La ripetizione e la serialità, spesso usate da Flavin, funzionano come un invito a osservare l’architettura circostante in modo nuovo, a scoprire relazioni nascoste tra gli elementi e a riflettere sul nostro stesso rapporto con lo spazio. Questa mostra è un’occasione per riscoprire la forza estetica che nasce dall’incontro tra arte e tecnologia di tutti i giorni.
Dan Flavin: tra minimalismo e spiritualità
Nato a New York nel 1933, Flavin faceva parte di quella generazione di artisti che negli anni Sessanta ha rivoluzionato l’arte americana. Accanto a nomi come Donald Judd, Carl Andre e Sol LeWitt, si è fatto notare per un percorso personale. Cresciuto in un ambiente cattolico, ha portato nelle sue opere una dimensione di meditazione e spiritualità, che emerge nella profondità dei suoi lavori.

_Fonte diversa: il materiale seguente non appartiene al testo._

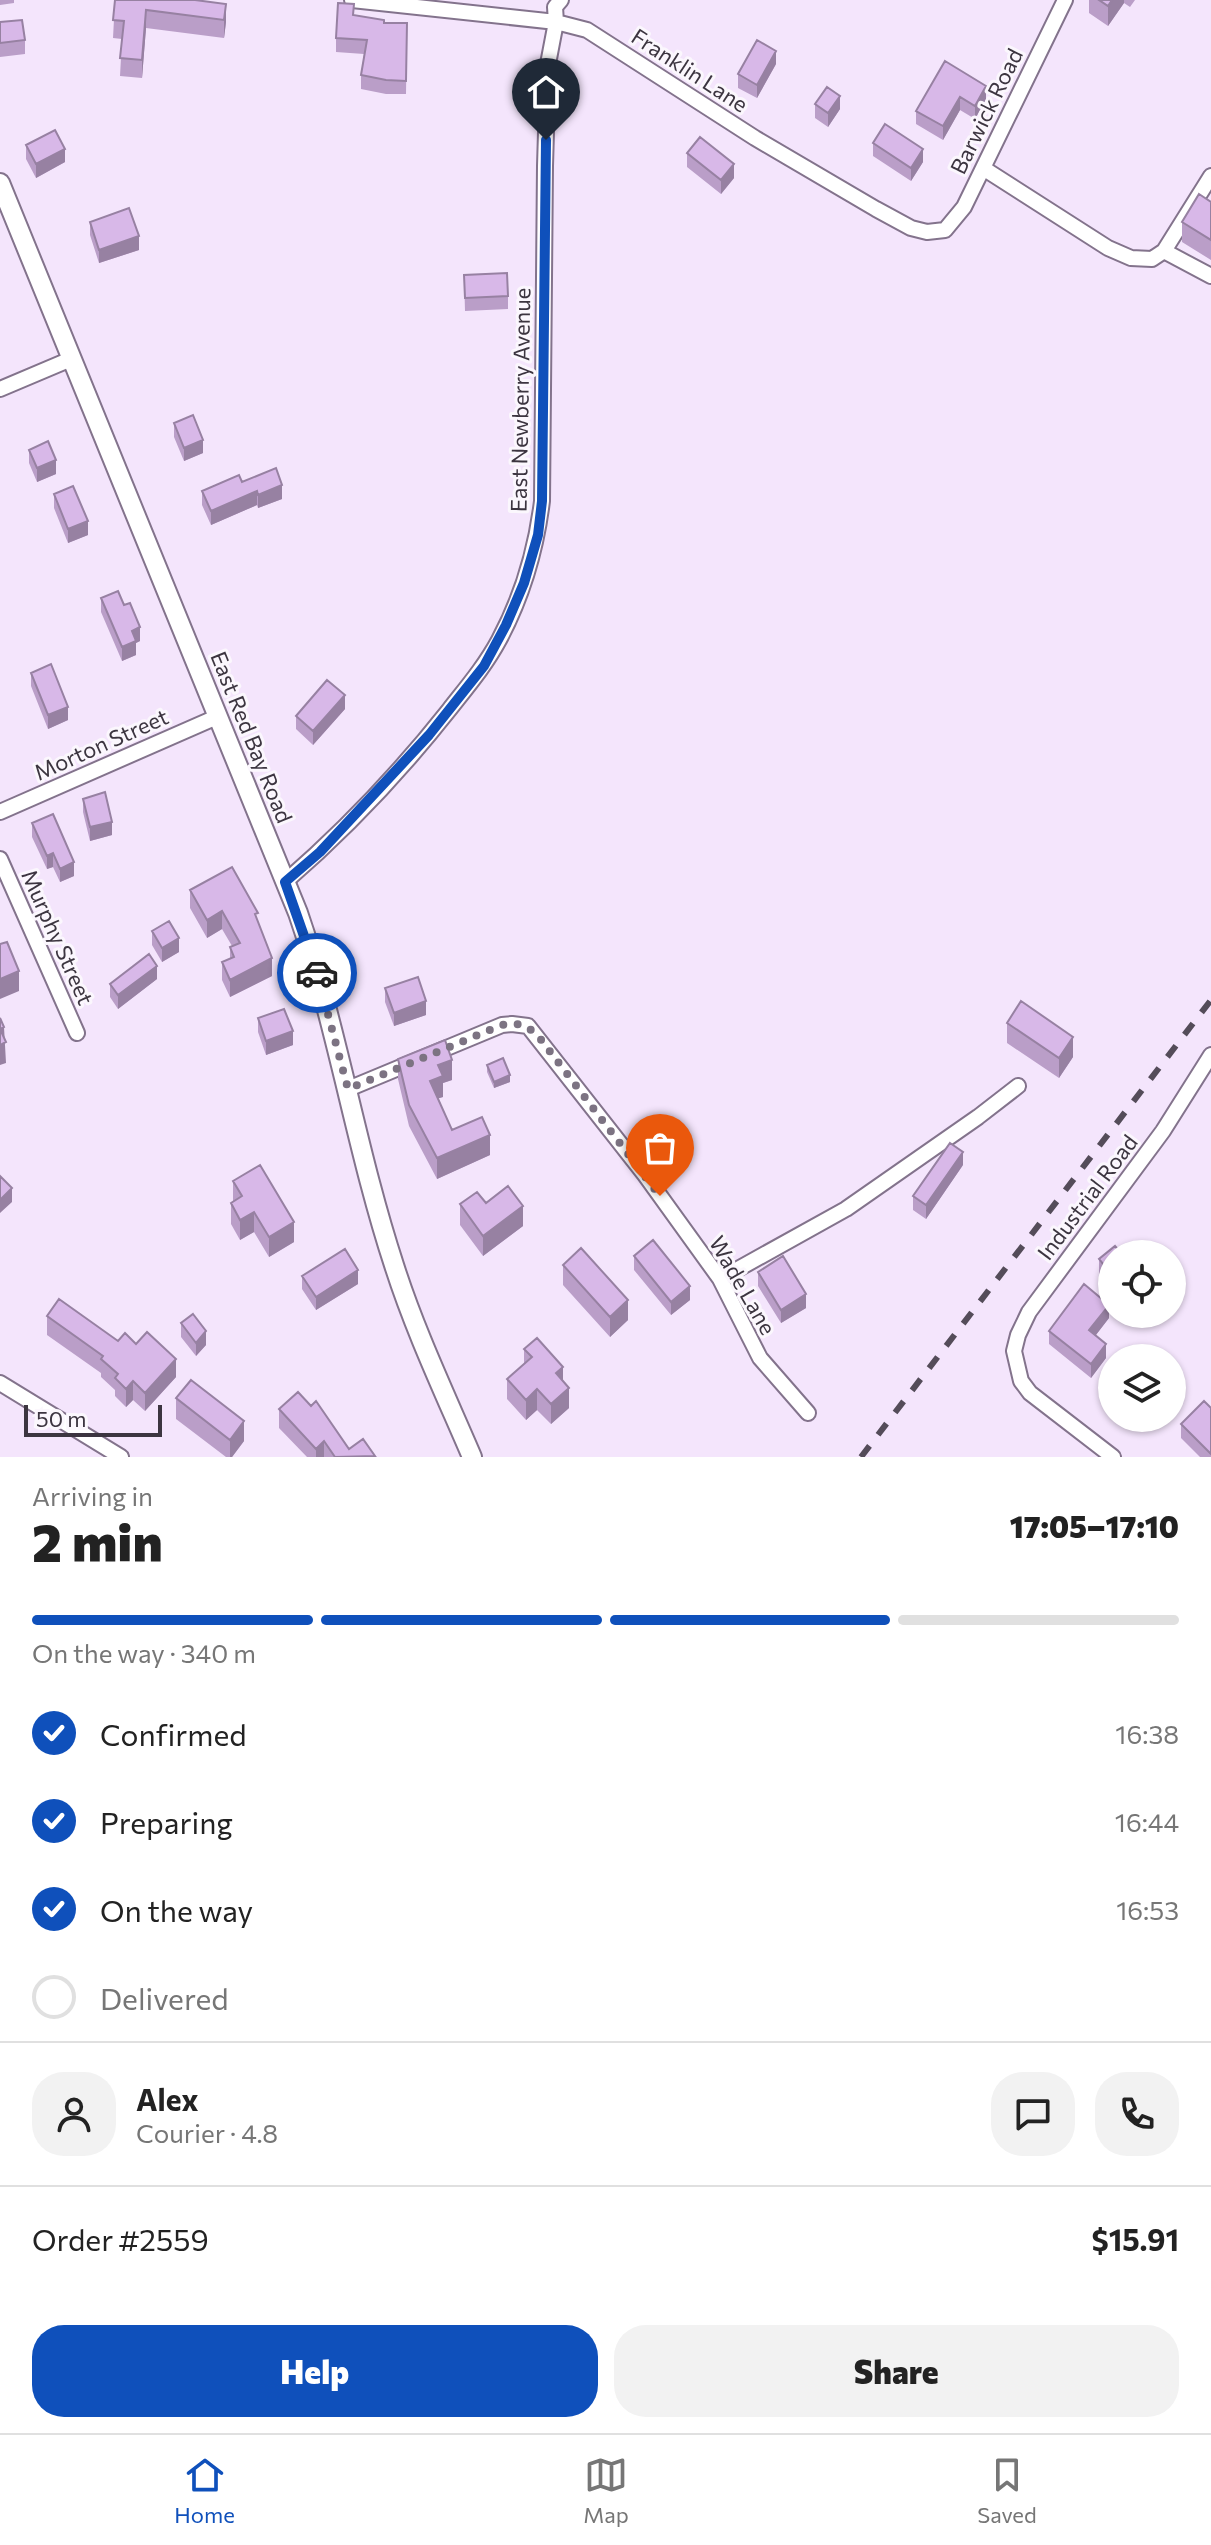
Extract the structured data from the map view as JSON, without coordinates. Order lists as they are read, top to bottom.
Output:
{
  "streets": {
    "street": [
      "Franklin Lane",
      "Barwick Road",
      "East Newberry Avenue",
      "East Red Bay Road",
      "Morton Street",
      "Murphy Street",
      "Industrial Road",
      "Wade Lane"
    ]
  },
  "crossings": [
    ["Franklin Lane", "Barwick Road"],
    ["Franklin Lane", "East Newberry Avenue"],
    ["East Newberry Avenue", "East Red Bay Road"],
    ["East Red Bay Road", "Morton Street"],
    ["East Red Bay Road", "Wade Lane"]
  ],
  "scale_bar": "50 m",
  "page": {
    "scale": "50 m",
    "heading": ["2 min", "Arriving in", "17:05–17:10"],
    "panel": [
      "Alex",
      "Courier · 4.8",
      "Order #2559",
      "$15.91"
    ],
    "bar": "On the way · 340 m",
    "list": [
      ["Confirmed", "16:38"],
      ["Preparing", "16:44"],
      ["On the way", "16:53"],
      "Delivered"
    ],
    "buttons": ["Help", "Share"],
    "tabs": ["Home", "Map", "Saved"]
  }
}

Dopo il servizio nell’Aeronautica militare statunitense e qualche esperienza in musei importanti come il MoMA e l’American Museum of Natural History di New York, Flavin ha abbracciato il minimalismo utilizzando esclusivamente tubi fluorescenti industriali. In quel materiale ha trovato un modo nuovo e potente per esprimersi, puntando sulla standardizzazione per mettere in luce un’estetica inedita.
Il suo lavoro sorprende per la semplicità apparente che nasconde significati profondi. Prendiamo Nominal Three del 1963: la progressione numerica – uno, due, tre tubi – crea un effetto preciso, quasi un richiamo filosofico al principio di economia del pensiero.

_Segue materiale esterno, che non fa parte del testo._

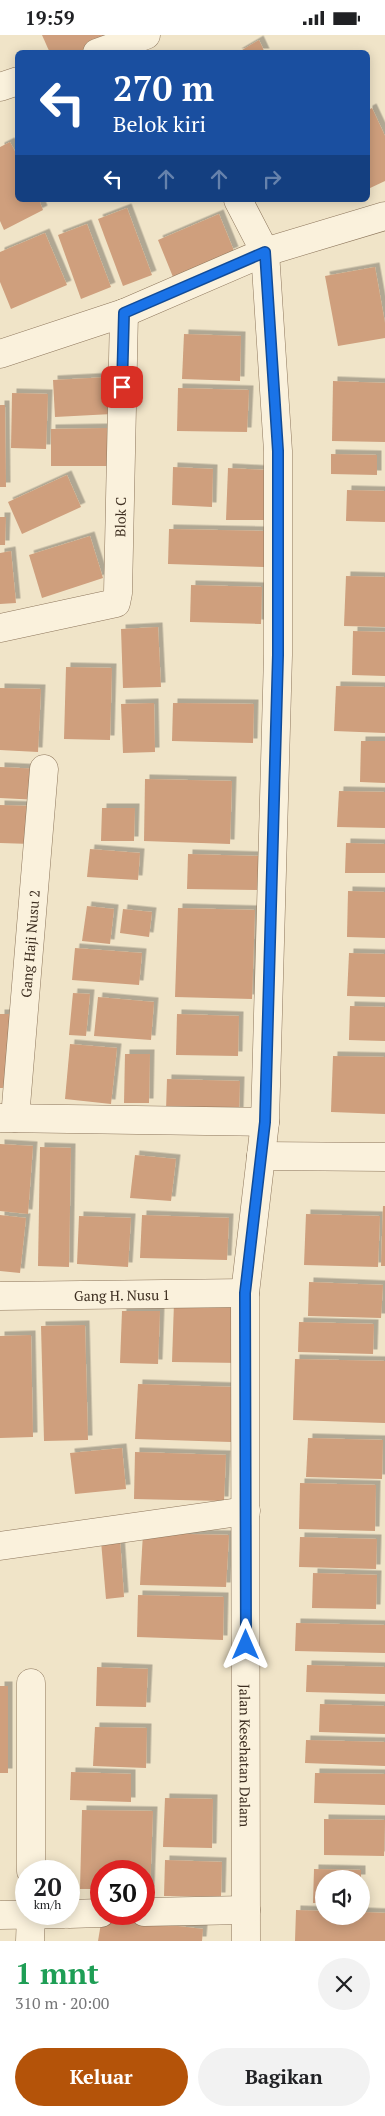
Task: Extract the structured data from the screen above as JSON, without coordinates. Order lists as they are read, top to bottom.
{
  "streets": {
    "street": [
      "Blok C",
      "Gang Haji Nusu 2",
      "Gang H. Nusu 1",
      "Jalan Kesehatan Dalam"
    ]
  },
  "crossings": [
    ["Gang Haji Nusu 2", "Jalan Kesehatan Dalam"],
    ["Gang H. Nusu 1", "Jalan Kesehatan Dalam"]
  ],
  "page": {
    "status": "19:59",
    "turn": ["270 m", "Belok kiri"],
    "speed": "20 km/h",
    "limit": "30",
    "heading": ["1 mnt", "310 m · 20:00"],
    "buttons": ["Keluar", "Bagikan"]
  }
}
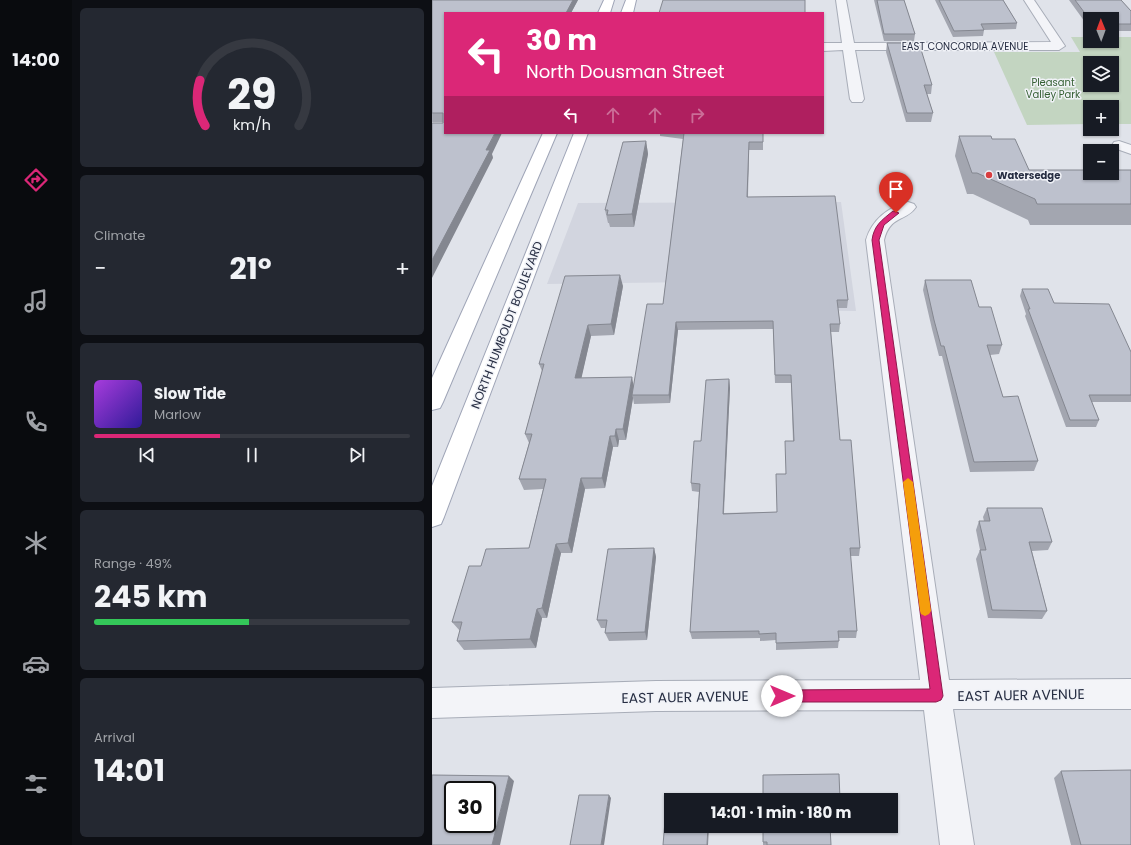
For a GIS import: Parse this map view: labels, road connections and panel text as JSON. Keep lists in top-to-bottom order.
{
  "streets": {
    "main road": ["NORTH HUMBOLDT BOULEVARD"],
    "street": ["EAST CONCORDIA AVENUE", "EAST AUER AVENUE"]
  },
  "parks": ["Pleasant Valley Park"],
  "places": ["Watersedge"],
  "north": "top",
  "page": {
    "tabs": "14:00",
    "map_buttons": ["+", "−"],
    "turn": ["30 m", "North Dousman Street"],
    "tile": [
      "Climate",
      ["Range · 49%", "245 km"],
      ["Arrival", "14:01"]
    ],
    "heat": ["−", "21°", "+"],
    "song": ["Slow Tide", "Marlow"],
    "limit": "30",
    "trip": "14:01 · 1 min · 180 m",
    "gauge": ["29", "km/h"]
  }
}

Tatlin e la luce: un dialogo con il passato e lo spazio
Una tappa centrale della mostra è dedicata ai Monuments for V. Tatlin, una serie realizzata da Flavin tra il 1964 e il 1990. Con questi lavori, Flavin dialoga con il Costruttivismo russo e con il progetto mai realizzato del 1919, il Monumento alla Terza Internazionale, ideato da Vladimir Tatlin.
L’artista traduce quell’utopia modernista in strutture luminose, rigorose e geometriche. I tubi bianchi, disposti con precisione, richiamano la monumentalità dell’opera originale, ma senza la pesantezza dei materiali: una presenza eterea, vibrante, che riempie lo spazio senza appesantirlo. Questi lavori dimostrano come Flavin abbia saputo trasformare oggetti di uso comune in simboli carichi di significato.
Attraverso questo omaggio, la mostra mostra quanto Flavin abbia ridefinito la scultura. Non più solo materia, ma anche luce e spazio capaci di cambiare il modo di percepire. Il suo contributo resta fondamentale per capire l’arte del Novecento.
La rassegna alla Venet Foundation celebra un artista che ha aperto nuove strade. A trent’anni dalla sua morte, Dan Flavin continua a sorprendere con la sua capacità di riscrivere il codice del visibile, usando mezzi semplici e familiari per farci guardare il mondo in modo diverso.